Russian Engineers Develop AI System for Industrial Water Treatment
The platform combines a digital twin, smart sensors, and neural networks to analyze and automatically regulate treatment processes.

Engineers at the Moscow Aviation Institute have unveiled a pilot version of software designed for intelligent water treatment at factories, municipal utilities, and agricultural enterprises, the university’s press service said.
According to project participant and MAI graduate Valeria Salimgareeva, the system integrates modeling tools, artificial intelligence, sensor networks, and automated control of aeration processes within treatment facilities.
The solution can be deployed at existing wastewater treatment plants or used in the design of new ones. It improves the removal of heavy metals, organic contaminants, and bacteria while maintaining the required acidity level.
Digital Twin and Smart Process Control
The project unfolds in several stages. The first involves creating a digital twin of a treatment facility during the design phase. The software predicts water flow dynamics and contaminant distribution, enabling engineers to select the most effective configuration of equipment and filtration systems.

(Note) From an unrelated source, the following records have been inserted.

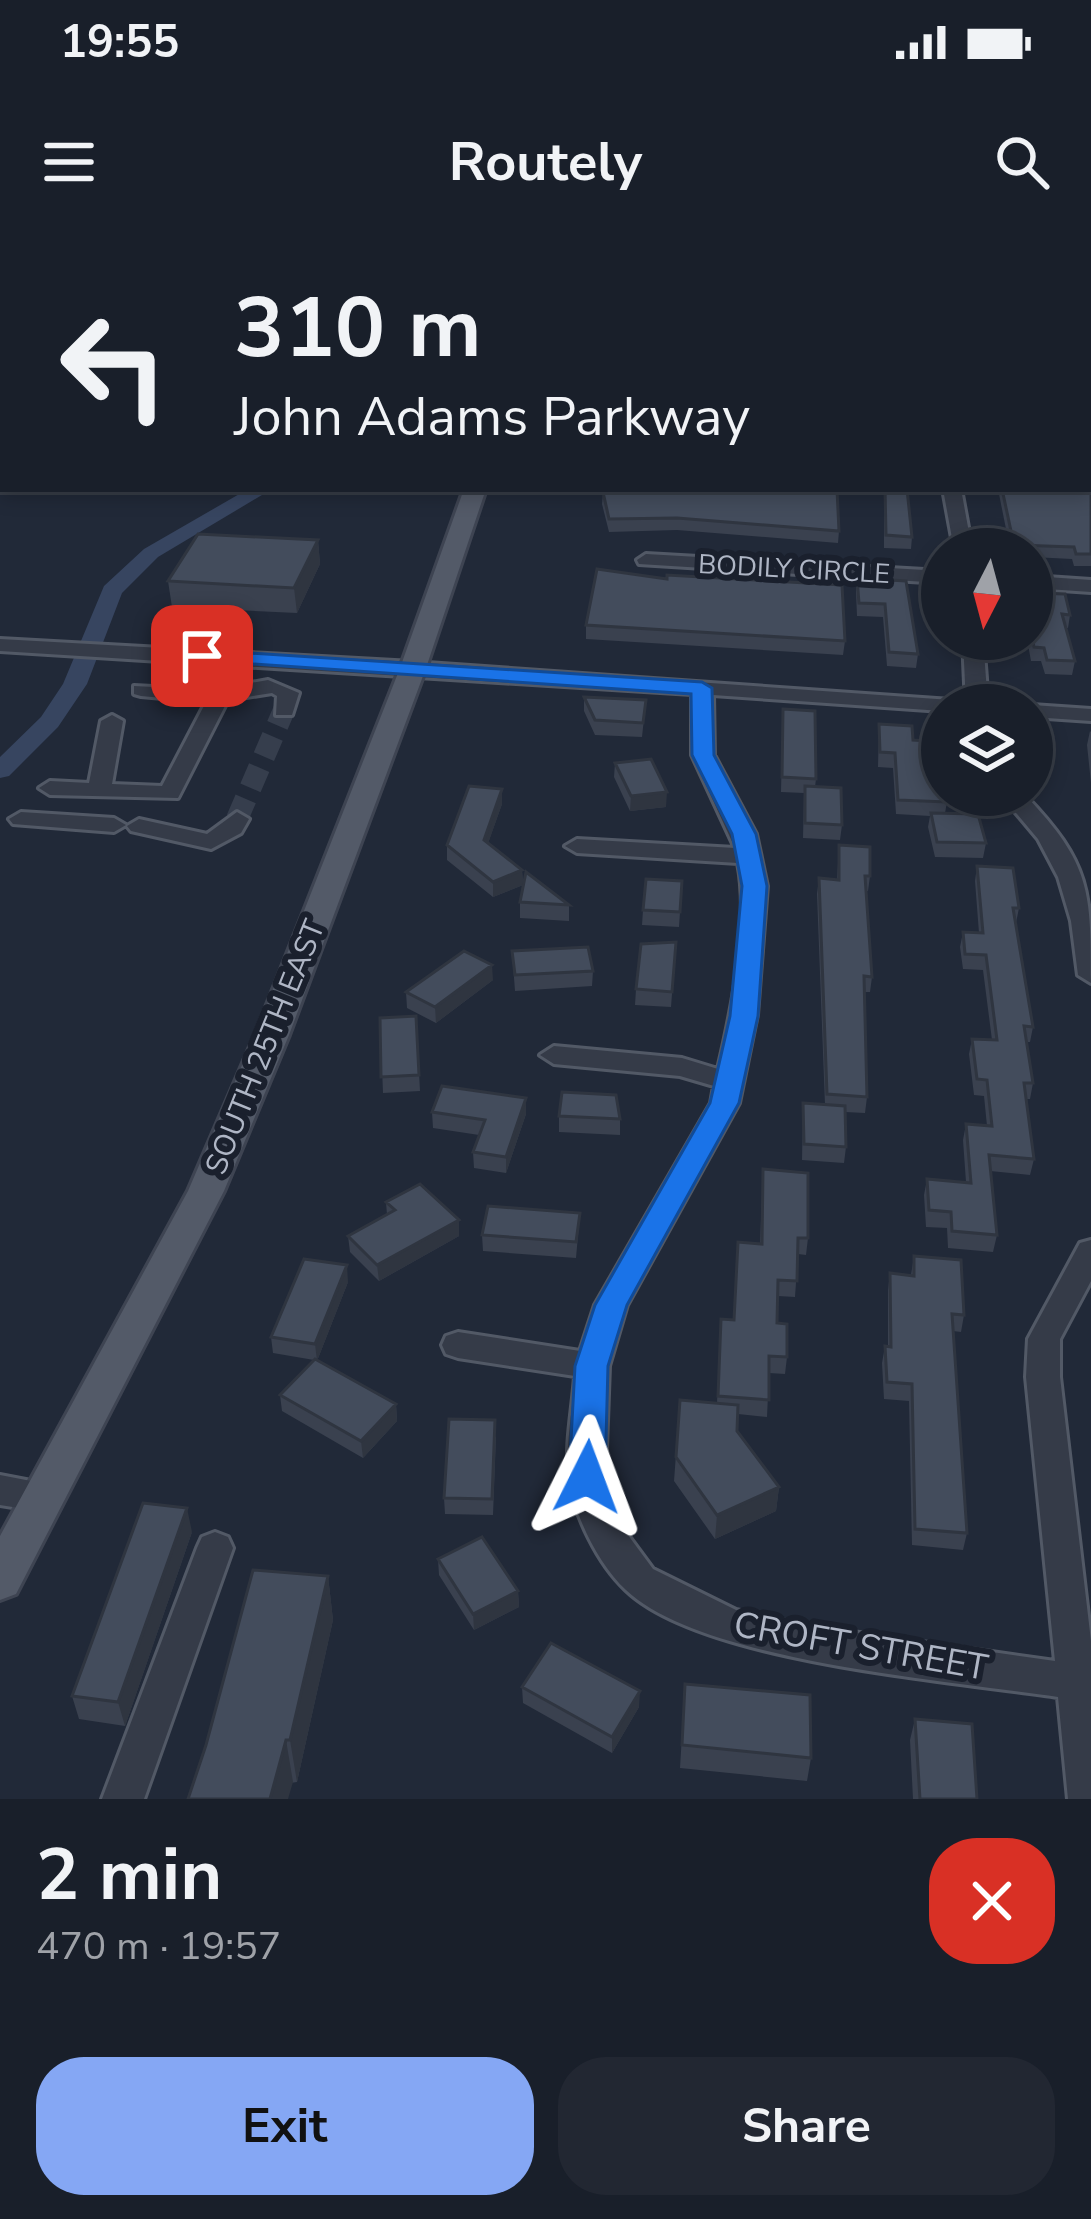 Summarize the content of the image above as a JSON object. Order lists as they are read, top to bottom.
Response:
{
  "streets": {
    "main road": ["SOUTH 25TH EAST"],
    "street": ["BODILY CIRCLE", "CROFT STREET"]
  },
  "north": "bottom",
  "page": {
    "status": "19:55",
    "header": "Routely",
    "turn": ["310 m", "John Adams Parkway"],
    "heading": ["2 min", "470 m · 19:57"],
    "buttons": ["Exit", "Share"]
  }
}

The second stage focuses on automated control. Installed sensors monitor key water parameters in real time, including acidity, turbidity, flow rate, and temperature. AI algorithms analyze the collected data and automatically adjust equipment settings, allowing the system to respond instantly to changes in water composition.
According to the developers, the technology reduces design costs by 30–40 percent. Independent experts estimate that implementing the system in production could optimize treatment operations by 25–30 percent.
The team plans to launch a cloud-based platform for remote management and a mobile app for operators. Future upgrades will also include integration with enterprise resource management systems to simplify reporting.